Problem statement — Give back every line of the data, word for word.

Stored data

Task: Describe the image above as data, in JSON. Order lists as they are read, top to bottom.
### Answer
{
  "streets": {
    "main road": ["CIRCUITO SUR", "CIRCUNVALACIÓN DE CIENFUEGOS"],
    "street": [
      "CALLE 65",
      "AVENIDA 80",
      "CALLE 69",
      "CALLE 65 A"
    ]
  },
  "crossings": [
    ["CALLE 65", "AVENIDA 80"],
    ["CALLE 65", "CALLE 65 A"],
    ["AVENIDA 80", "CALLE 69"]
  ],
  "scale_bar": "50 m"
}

Result of the task —
Task: Describe the image above as data, in JSON. Order lists as they are read, top to bottom.
### Answer
{
  "streets": {
    "main road": ["CIRCUITO SUR", "CIRCUNVALACIÓN DE CIENFUEGOS"],
    "street": [
      "CALLE 65",
      "AVENIDA 80",
      "CALLE 69",
      "CALLE 65 A"
    ]
  },
  "crossings": [
    ["CALLE 65", "AVENIDA 80"],
    ["CALLE 65", "CALLE 65 A"],
    ["AVENIDA 80", "CALLE 69"]
  ],
  "scale_bar": "50 m"
}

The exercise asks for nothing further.